The enlargement ratio is a critical element in what appears to be in focus. Stuff that looks tack-sharp in a contact print can start to get soft (on close inspection) when enlarged even 2X or 4X.

More generally:

I have always agreed with the point that diffraction is a fine effect while depth of field is a coarse effect. But just because it's a coarse effect does not mean it is a sudden effect. The acutance/resolution/whatever of the image will degrade smoothly as one moves away from the focus plane. At some point, that degradation becomes visible. That's the point where depth of field breaks down.

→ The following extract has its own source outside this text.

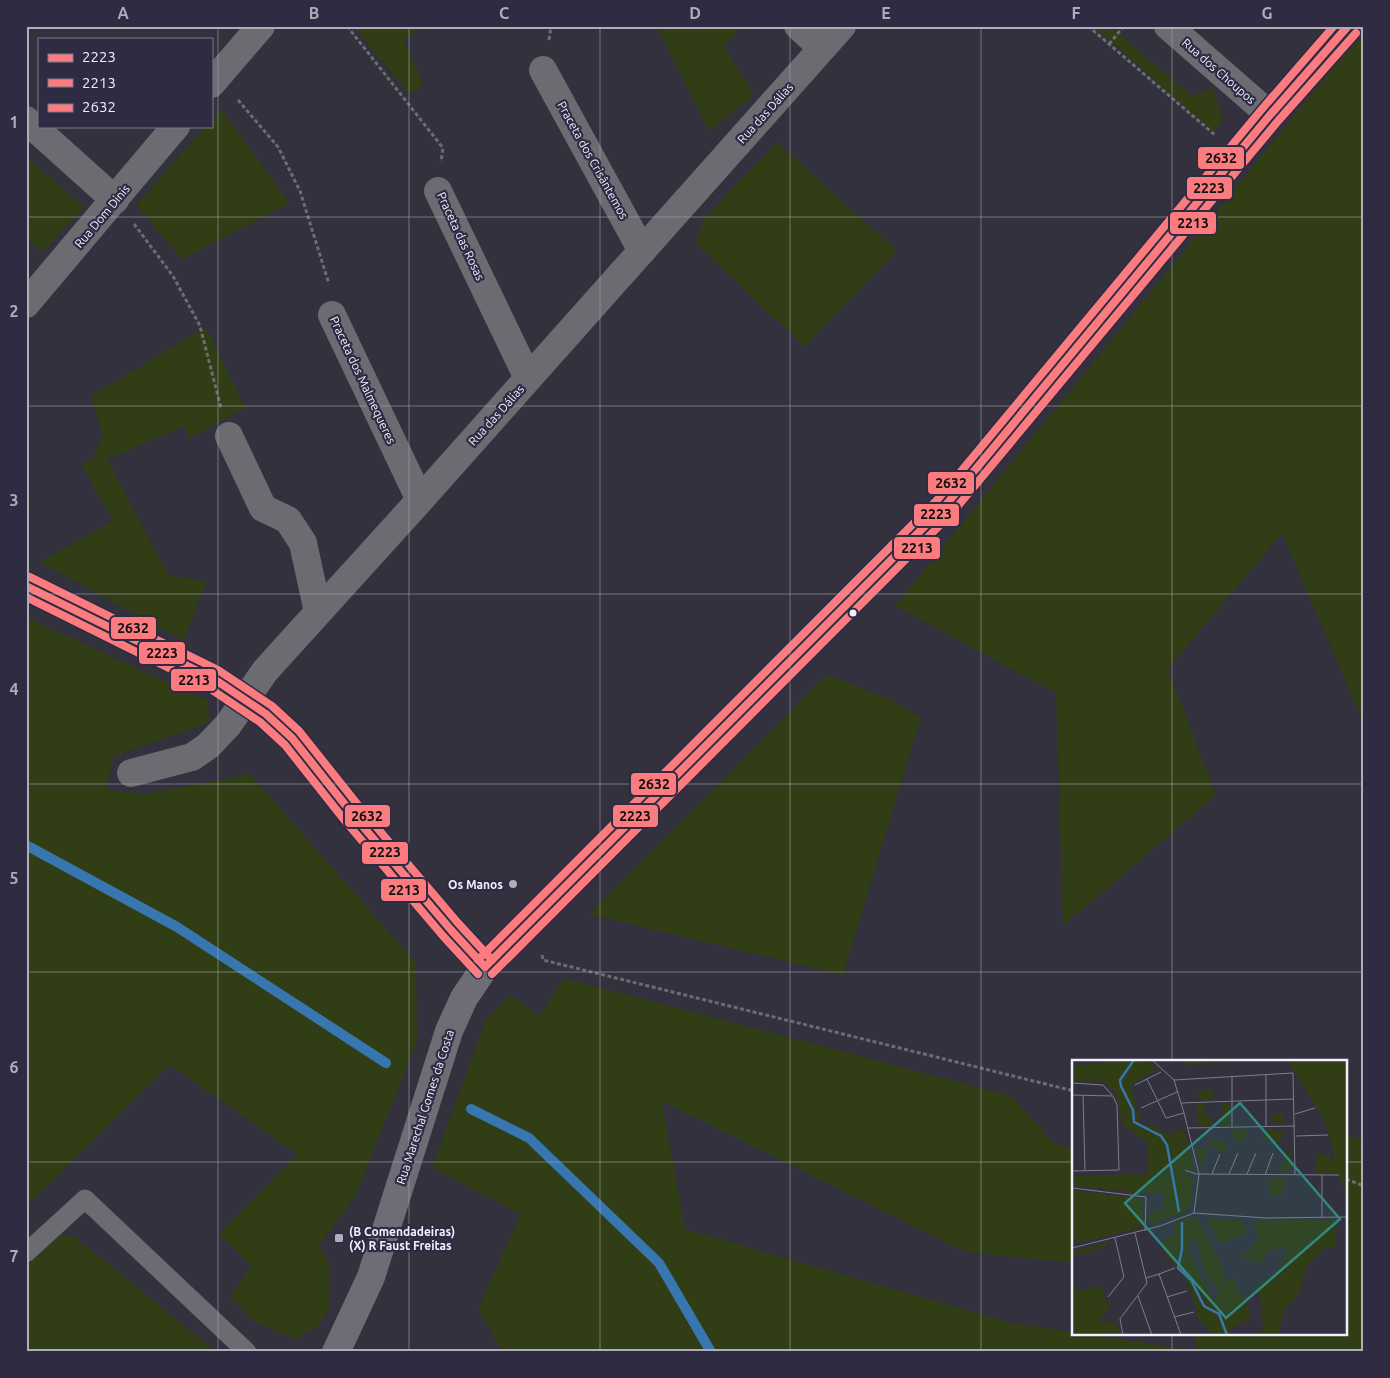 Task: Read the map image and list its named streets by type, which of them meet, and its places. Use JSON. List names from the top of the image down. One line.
{"streets":{"main road":["Rua Marechal Gomes da Costa"],"street":["Rua dos Choupos","Rua das Dálias","Praceta dos Crisântemos","Rua Dom Dinis","Praceta das Rosas","Praceta dos Malmequeres"]},"crossings":[["Rua dos Choupos","Rua Marechal Gomes da Costa"],["Rua das Dálias","Praceta dos Crisântemos"],["Rua das Dálias","Praceta das Rosas"],["Rua das Dálias","Praceta dos Malmequeres"]],"places":{"other":["Os Manos"],"transit":["(B Comendadeiras) (X) R Faust Freitas"]},"lines":["transit line 2223","transit line 2632","transit line 2213"],"legend":["2223","2213","2632"],"grid":{"columns":["A","B","C","D","E","F","G"],"rows":["1","2","3","4","5","6","7"]}}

This is easy to see at very high magnifications. Even when I scan stuff at 2400 on my Epson flatbed, I can approximately see and estimate the boundaries of depth of field for specific enlargement ratios up to very large prints. When the image is displayed pixel-for-pixel, each square inch of negative requires about two feet square of monitor--24x enlargement. A 4x5 negative is therefore enlarged to eight feet by ten, though we only see the portion that fits on the monitor. It is easy to see many effects at that scale, including the limitations of the scanner. But those limitations happen at the pixel level. Even with that pixel-level fuzziness, I can see when depth of field starts to drop off even when well within the standard of sharpness for a 4x enlargement. When I display the image on the monitor at a 12x enlargement, and then back up to three times the viewing distance I am targeting, I get only a sense of the sharpness of the print at 4x. Stuff that is fuzzy at 100% crisps up very nicely--it moves within the depth of field allowed for that print size. At that level, diffraction never has a visible effect on large-format images in my experience.

I do evaluate depth of field using a 10x loupe on the ground glass at taking aperture (at least when it is in question), but I usually stop down a stop or two beyond what seems sharp using the loupe. For 4x enlargements, this has never failed me.

Here's an example. I used a bit of left swing to get the mouth of the pumps and also the handle into the focus plane. The near surfaces of the pump body is visibly unsharp in comparison to the focus plane, when viewed at high magnification. In the context of the image, it does not matter, and in a way it helps give the pump some dimension. I wanted the background to be unfocused enough to allow the pump to really stand out, so that was the compromise that had to be made. The point is that at the size below, the depth of field apparently includes the near surface of the pump body. On a 4x enlargement, it also looks pretty sharp. But at 24x in my monitor, the difference is obvious. This is at f/16.



For the photo of the staircase below, I wanted everything sharp, though I realized that the vertical post was only inches from the rail of the (pointed-down) camera and would become unfocused no matter what. That I didn't mind at all. But I wanted every step to be sharp all the way down the staircase. Movements were complicated to make that happen. But even with the 90mm lens, I used f/45 without a backward glance. Diffraction is obviously invisible at this scale. But it's mostly invisible looking at this image at 100% on the monitor, too, which is that 24x enlargement--it's too small an effect to distinguish it from the general pixel-level fuzziness of the flatbed scanner. At 4x on a print, it's sharp as a tack.



What do I learn from these images? One should never worry about diffraction if scanning the image on a flatbed. Period. I also reinforce my belief that we stop down, and then stop down some more (especially for static subjects like a parking garage) because diffraction is unlikely to undermine the effect of endless detail like being well outside the depth of field will.

Rick "stop it down" Denney